# GOAL OF THE EXERCISE:
Please retype every record below exactly, leaving the pictures out.
** THE INPUT follows **
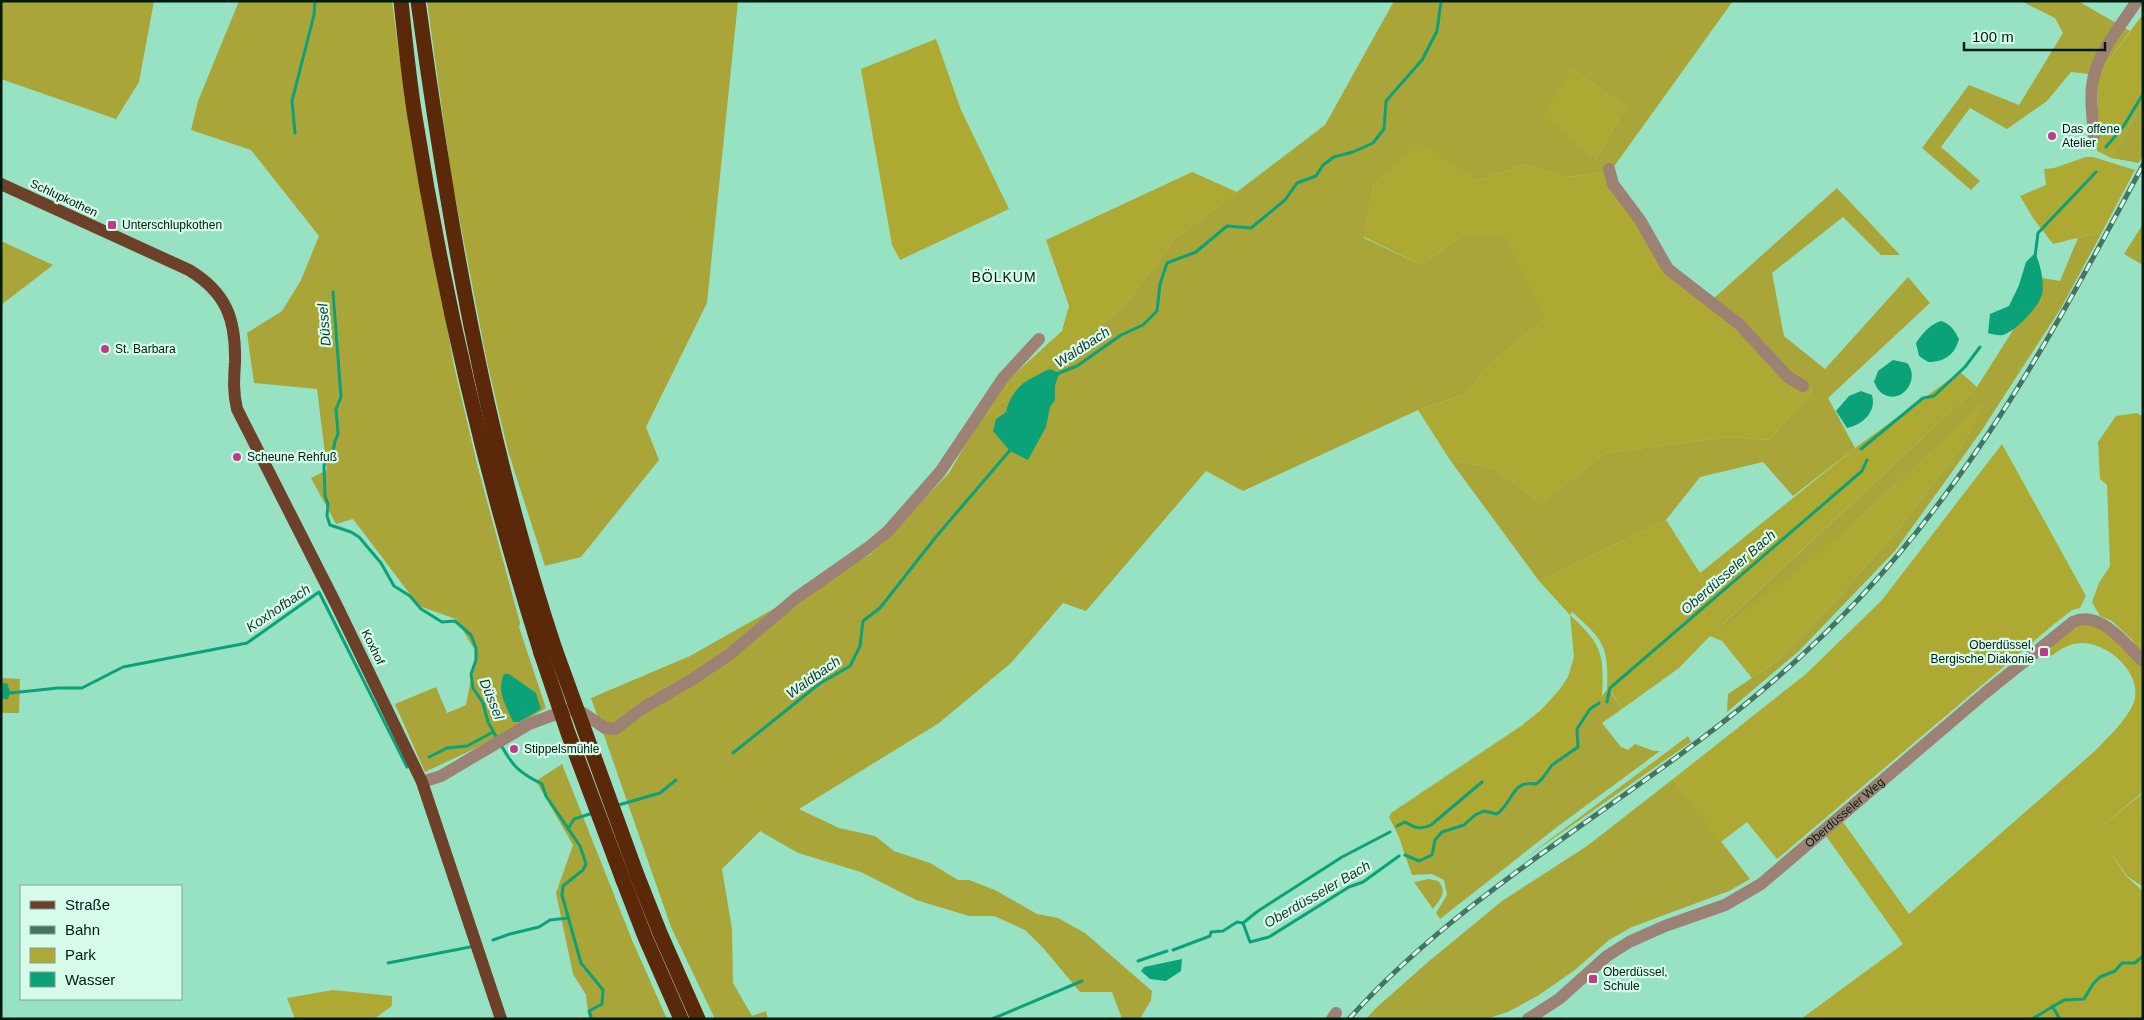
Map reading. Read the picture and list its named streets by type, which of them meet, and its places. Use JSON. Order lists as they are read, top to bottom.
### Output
{
  "streets": {
    "main road": ["Schlupkothen", "Koxhof"],
    "street": ["Oberdüsseler Weg"]
  },
  "crossings": [
    ["Schlupkothen", "Koxhof"]
  ],
  "districts": ["BÖLKUM"],
  "water": [
    "Düssel",
    "Waldbach",
    "Oberdüsseler Bach",
    "Koxhofbach"
  ],
  "places": {
    "other": [
      "Das offene Atelier",
      "St. Barbara",
      "Scheune Rehfuß",
      "Stippelsmühle"
    ],
    "transit": ["Unterschlupkothen", "Oberdüssel, Bergische Diakonie", "Oberdüssel, Schule"]
  },
  "legend": [
    "Straße",
    "Bahn",
    "Park",
    "Wasser"
  ],
  "scale_bar": "100 m"
}
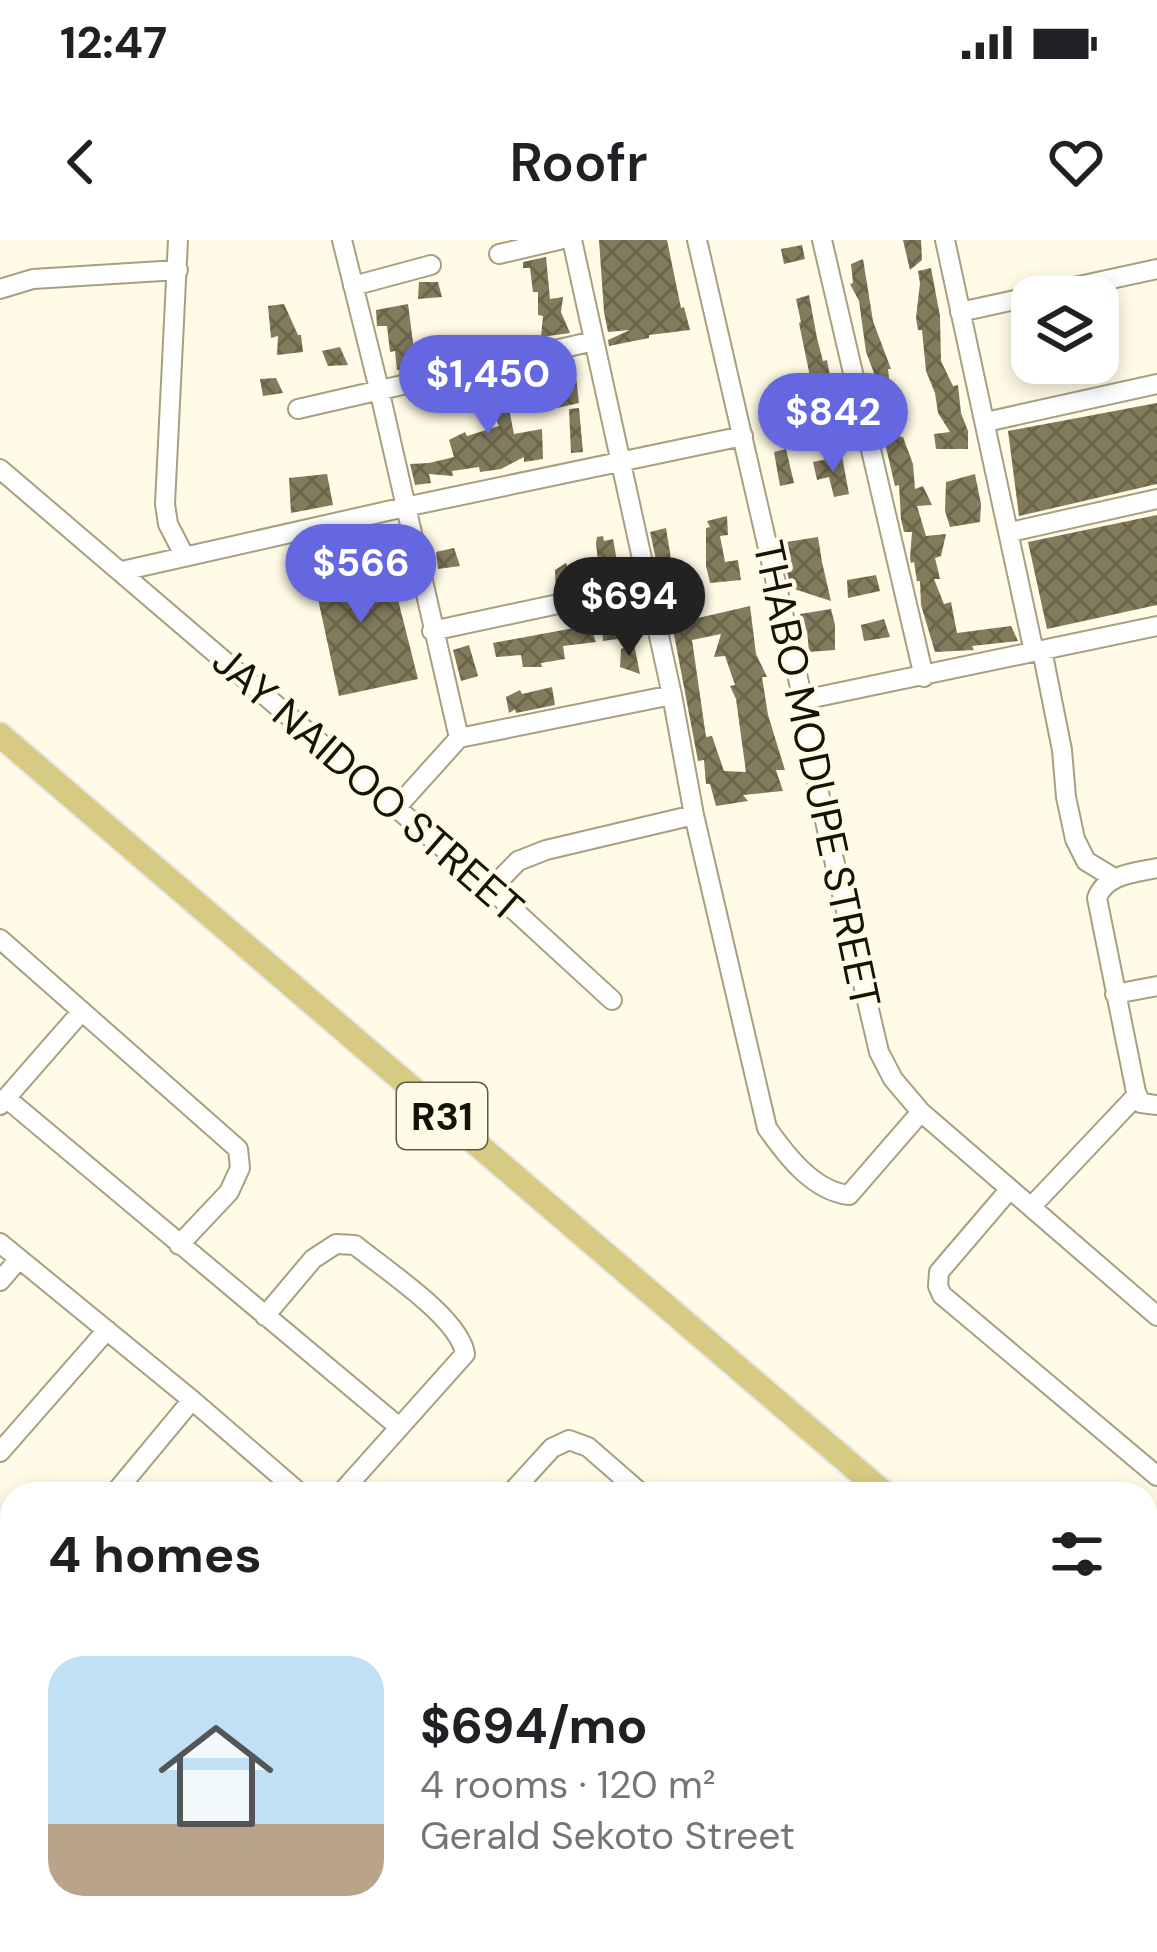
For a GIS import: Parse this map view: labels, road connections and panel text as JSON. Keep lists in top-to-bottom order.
{
  "streets": {
    "main road": ["R31"],
    "street": ["THABO MODUPE STREET", "JAY NAIDOO STREET"]
  },
  "page": {
    "status": "12:47",
    "header": "Roofr",
    "price": [
      "$1,450",
      "$842",
      "$566",
      "$694"
    ],
    "heading": "4 homes",
    "list": [
      {
        "name": "$694/mo",
        "note": "4 rooms · 120 m² · Gerald Sekoto Street"
      }
    ]
  }
}
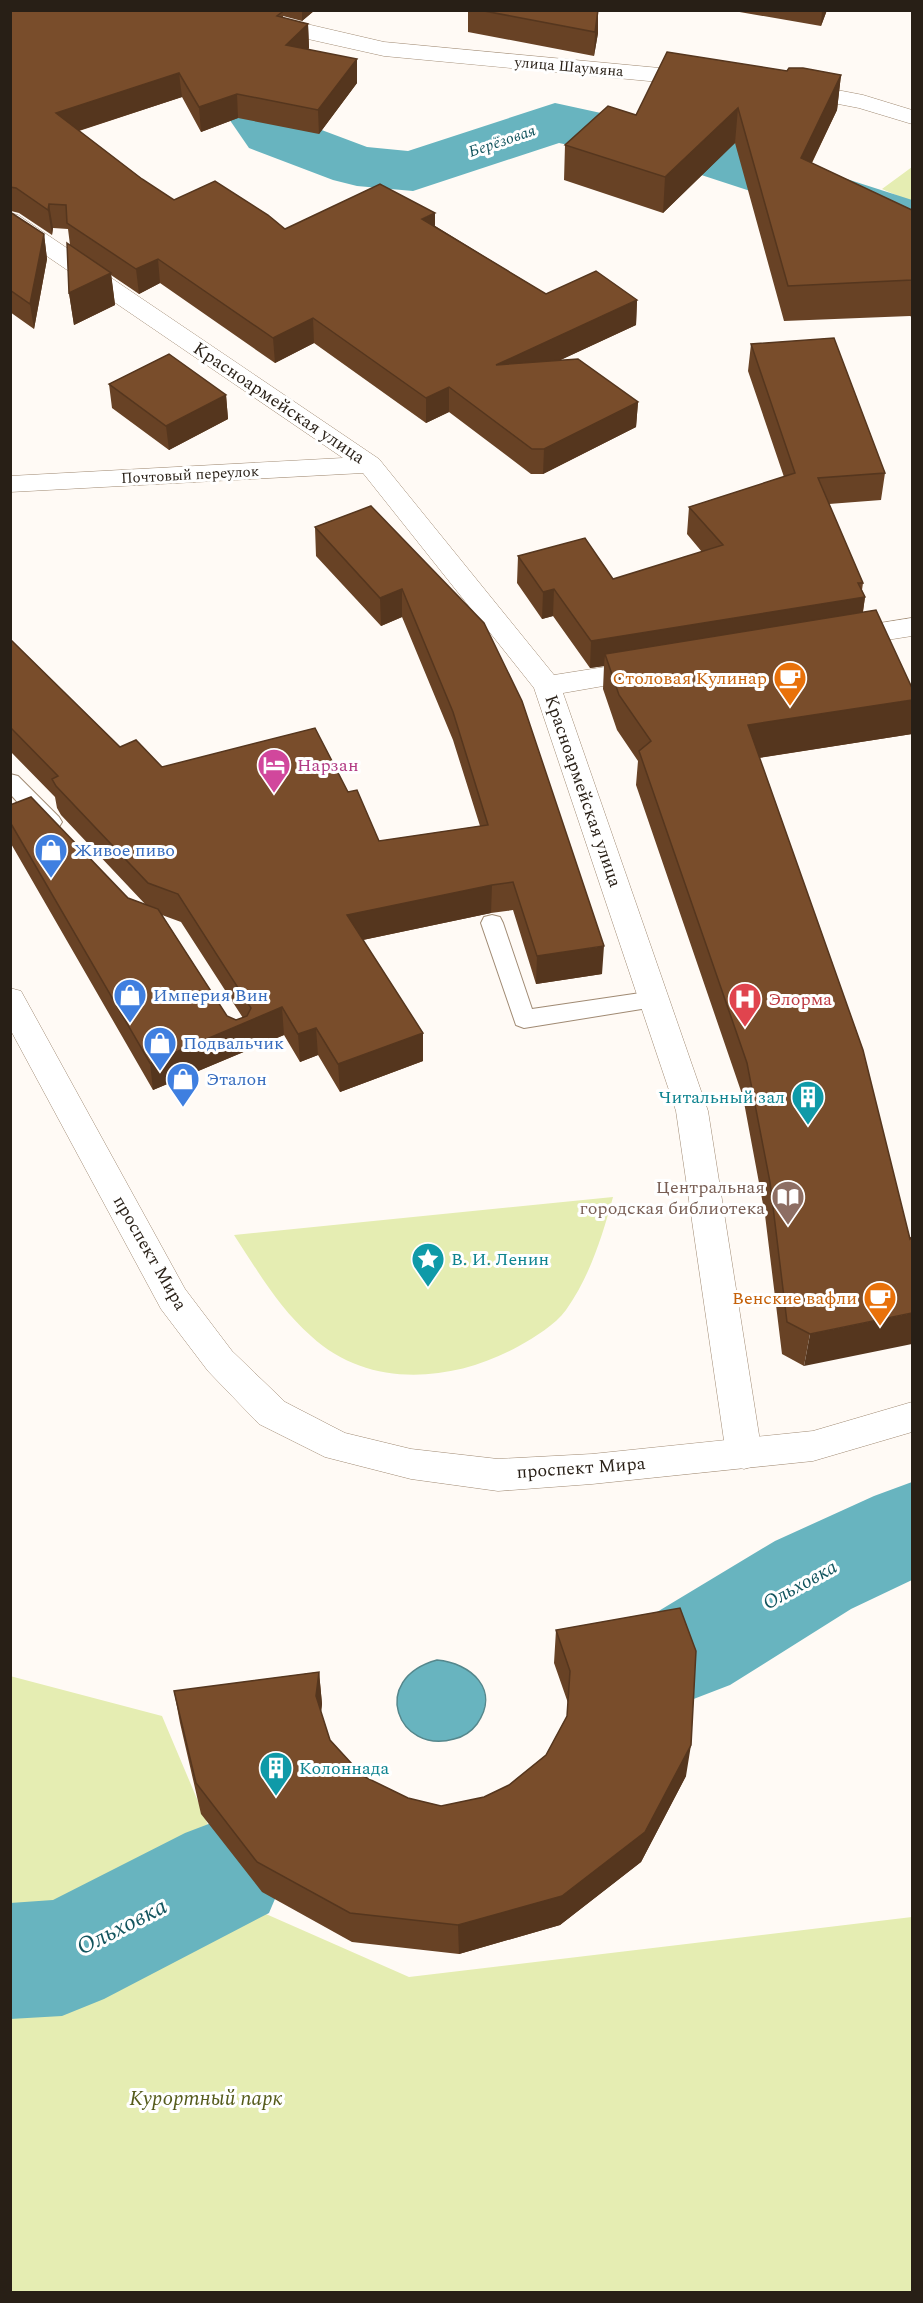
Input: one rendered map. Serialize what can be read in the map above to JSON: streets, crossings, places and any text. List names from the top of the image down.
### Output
{
  "streets": {
    "street": [
      "улица Шаумяна",
      "Красноармейская улица",
      "Почтовый переулок",
      "проспект Мира"
    ]
  },
  "crossings": [
    ["Красноармейская улица", "Почтовый переулок"],
    ["Красноармейская улица", "проспект Мира"]
  ],
  "water": ["Берёзовая", "Ольховка"],
  "parks": ["Курортный парк"],
  "places": {
    "cafe": ["Столовая Кулинар", "Венские вафли"],
    "hotel": ["Нарзан"],
    "shop": [
      "Живое пиво",
      "Империя Вин",
      "Подвальчик",
      "Эталон"
    ],
    "hospital": ["Элорма"],
    "building": ["Читальный зал", "Колоннада"],
    "library": ["Центральная городская библиотека"],
    "place": ["В. И. Ленин"]
  }
}
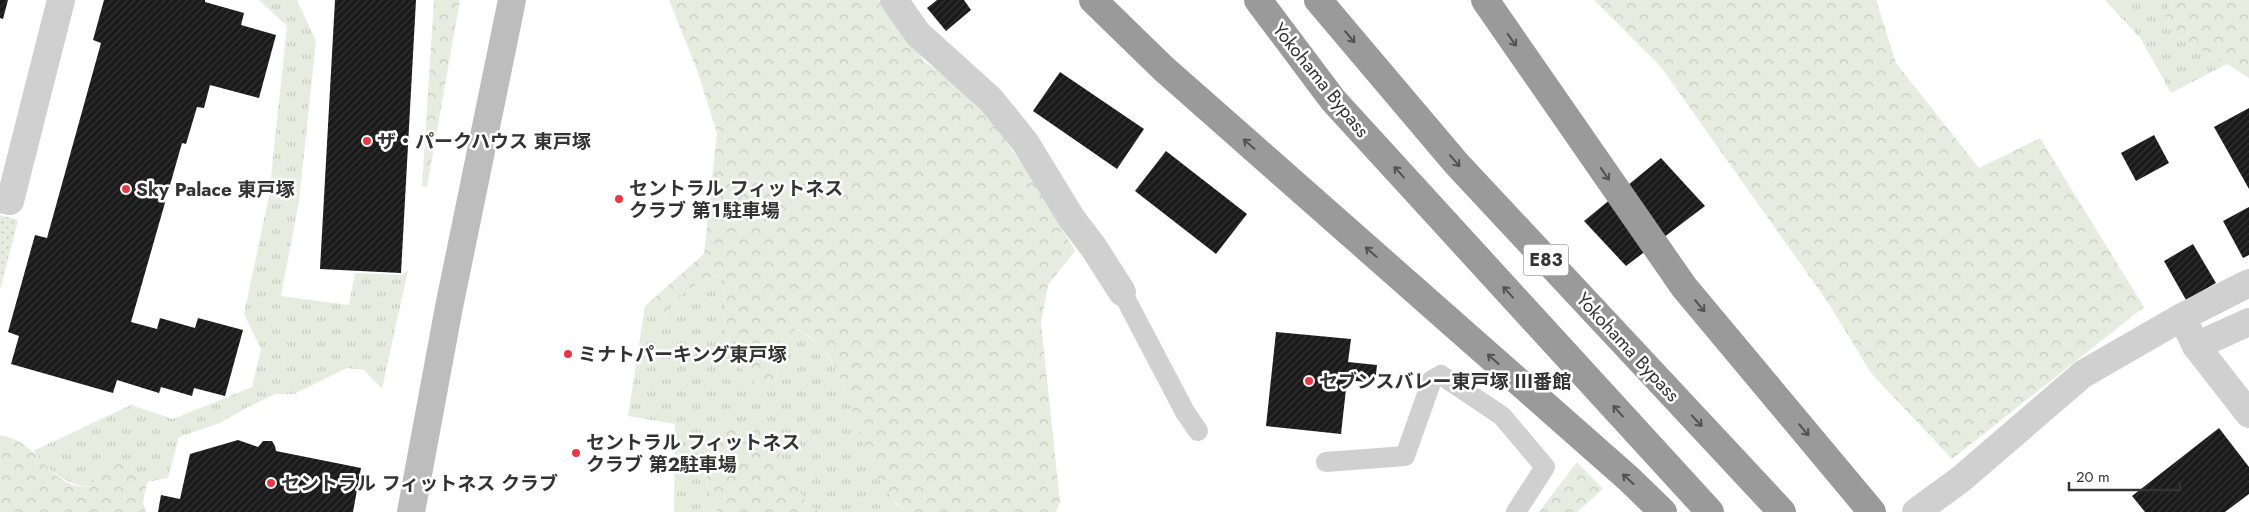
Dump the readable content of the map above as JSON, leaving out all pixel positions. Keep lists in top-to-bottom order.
** End of THE INPUT **
# ANSWER BOX:
Map reading. Read the picture and list its named streets by type, which of them meet, and its places. Use JSON. Order lists as they are read, top to bottom.
### Output
{
  "streets": {
    "main road": ["Schlupkothen", "Koxhof"],
    "street": ["Oberdüsseler Weg"]
  },
  "crossings": [
    ["Schlupkothen", "Koxhof"]
  ],
  "districts": ["BÖLKUM"],
  "water": [
    "Düssel",
    "Waldbach",
    "Oberdüsseler Bach",
    "Koxhofbach"
  ],
  "places": {
    "other": [
      "Das offene Atelier",
      "St. Barbara",
      "Scheune Rehfuß",
      "Stippelsmühle"
    ],
    "transit": ["Unterschlupkothen", "Oberdüssel, Bergische Diakonie", "Oberdüssel, Schule"]
  },
  "legend": [
    "Straße",
    "Bahn",
    "Park",
    "Wasser"
  ],
  "scale_bar": "100 m"
}
For a GIS import: Parse this map view: labels, road connections and panel text as JSON. Keep lists in top-to-bottom order.
{
  "streets": {
    "main road": ["R31"],
    "street": ["THABO MODUPE STREET", "JAY NAIDOO STREET"]
  },
  "page": {
    "status": "12:47",
    "header": "Roofr",
    "price": [
      "$1,450",
      "$842",
      "$566",
      "$694"
    ],
    "heading": "4 homes",
    "list": [
      {
        "name": "$694/mo",
        "note": "4 rooms · 120 m² · Gerald Sekoto Street"
      }
    ]
  }
}
Input: one rendered map. Serialize what can be read in the map above to JSON: streets, crossings, places and any text. List names from the top of the image down.
### Output
{
  "streets": {
    "street": [
      "улица Шаумяна",
      "Красноармейская улица",
      "Почтовый переулок",
      "проспект Мира"
    ]
  },
  "crossings": [
    ["Красноармейская улица", "Почтовый переулок"],
    ["Красноармейская улица", "проспект Мира"]
  ],
  "water": ["Берёзовая", "Ольховка"],
  "parks": ["Курортный парк"],
  "places": {
    "cafe": ["Столовая Кулинар", "Венские вафли"],
    "hotel": ["Нарзан"],
    "shop": [
      "Живое пиво",
      "Империя Вин",
      "Подвальчик",
      "Эталон"
    ],
    "hospital": ["Элорма"],
    "building": ["Читальный зал", "Колоннада"],
    "library": ["Центральная городская библиотека"],
    "place": ["В. И. Ленин"]
  }
}
Dump the readable content of the map above as JSON, leaving out all pixel positions. Keep lists in top-to-bottom order.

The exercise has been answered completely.